### ACTIVITY
Using the data below, count the lines that carry the string "Keep" and write only the count.

Collection entries
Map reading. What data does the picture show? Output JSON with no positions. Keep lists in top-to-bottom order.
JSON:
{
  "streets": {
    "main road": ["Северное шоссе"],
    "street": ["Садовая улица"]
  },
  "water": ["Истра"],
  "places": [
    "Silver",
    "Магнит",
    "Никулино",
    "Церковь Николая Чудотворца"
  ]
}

--

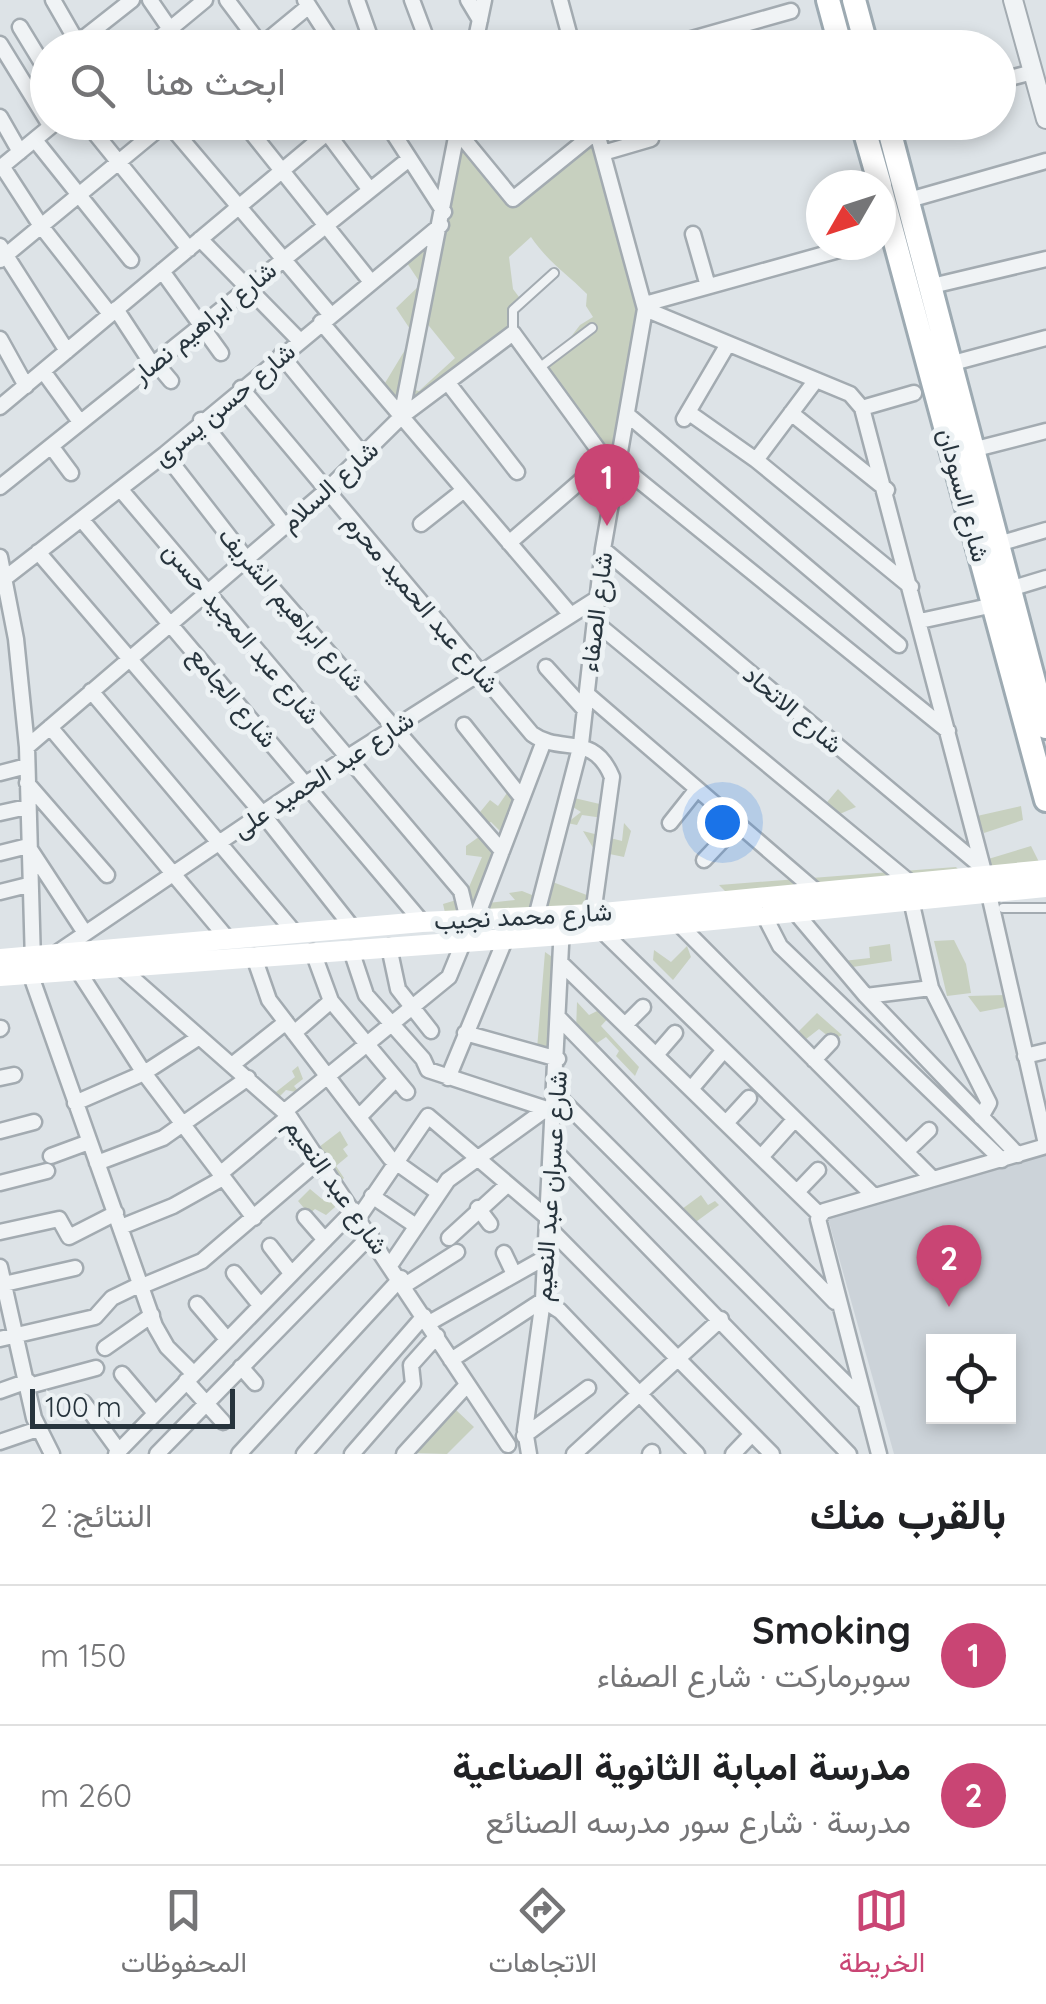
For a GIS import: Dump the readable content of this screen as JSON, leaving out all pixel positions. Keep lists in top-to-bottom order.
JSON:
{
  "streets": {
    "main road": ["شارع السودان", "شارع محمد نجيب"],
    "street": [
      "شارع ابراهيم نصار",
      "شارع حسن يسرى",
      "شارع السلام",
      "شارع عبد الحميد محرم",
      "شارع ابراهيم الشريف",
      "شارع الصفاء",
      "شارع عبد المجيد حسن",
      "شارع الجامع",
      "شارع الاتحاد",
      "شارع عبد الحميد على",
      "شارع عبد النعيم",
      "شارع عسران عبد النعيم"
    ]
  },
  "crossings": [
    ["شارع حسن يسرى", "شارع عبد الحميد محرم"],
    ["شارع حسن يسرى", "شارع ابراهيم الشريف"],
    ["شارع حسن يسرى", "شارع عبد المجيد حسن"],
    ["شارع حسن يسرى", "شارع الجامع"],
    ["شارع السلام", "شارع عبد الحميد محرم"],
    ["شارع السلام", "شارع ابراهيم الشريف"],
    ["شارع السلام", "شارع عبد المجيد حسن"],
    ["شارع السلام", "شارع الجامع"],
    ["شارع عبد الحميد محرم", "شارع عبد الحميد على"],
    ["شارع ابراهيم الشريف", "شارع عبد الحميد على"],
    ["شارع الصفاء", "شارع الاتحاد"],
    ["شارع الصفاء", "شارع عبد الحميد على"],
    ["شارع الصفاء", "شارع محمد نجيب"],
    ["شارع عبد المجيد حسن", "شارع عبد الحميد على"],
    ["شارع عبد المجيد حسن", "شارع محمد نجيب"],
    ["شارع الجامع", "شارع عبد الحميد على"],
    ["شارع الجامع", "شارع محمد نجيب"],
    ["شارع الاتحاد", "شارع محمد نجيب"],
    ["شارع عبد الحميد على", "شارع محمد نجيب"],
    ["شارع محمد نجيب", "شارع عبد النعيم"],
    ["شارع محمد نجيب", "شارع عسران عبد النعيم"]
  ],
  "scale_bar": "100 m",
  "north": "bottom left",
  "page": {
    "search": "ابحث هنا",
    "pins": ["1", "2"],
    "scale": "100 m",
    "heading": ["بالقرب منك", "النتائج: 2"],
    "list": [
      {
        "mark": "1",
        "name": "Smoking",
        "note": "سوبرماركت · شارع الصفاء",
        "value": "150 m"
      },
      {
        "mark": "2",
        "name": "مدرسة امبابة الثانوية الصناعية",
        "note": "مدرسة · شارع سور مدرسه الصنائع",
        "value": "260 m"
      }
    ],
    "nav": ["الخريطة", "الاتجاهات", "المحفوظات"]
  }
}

### EXERCISE ANSWER
2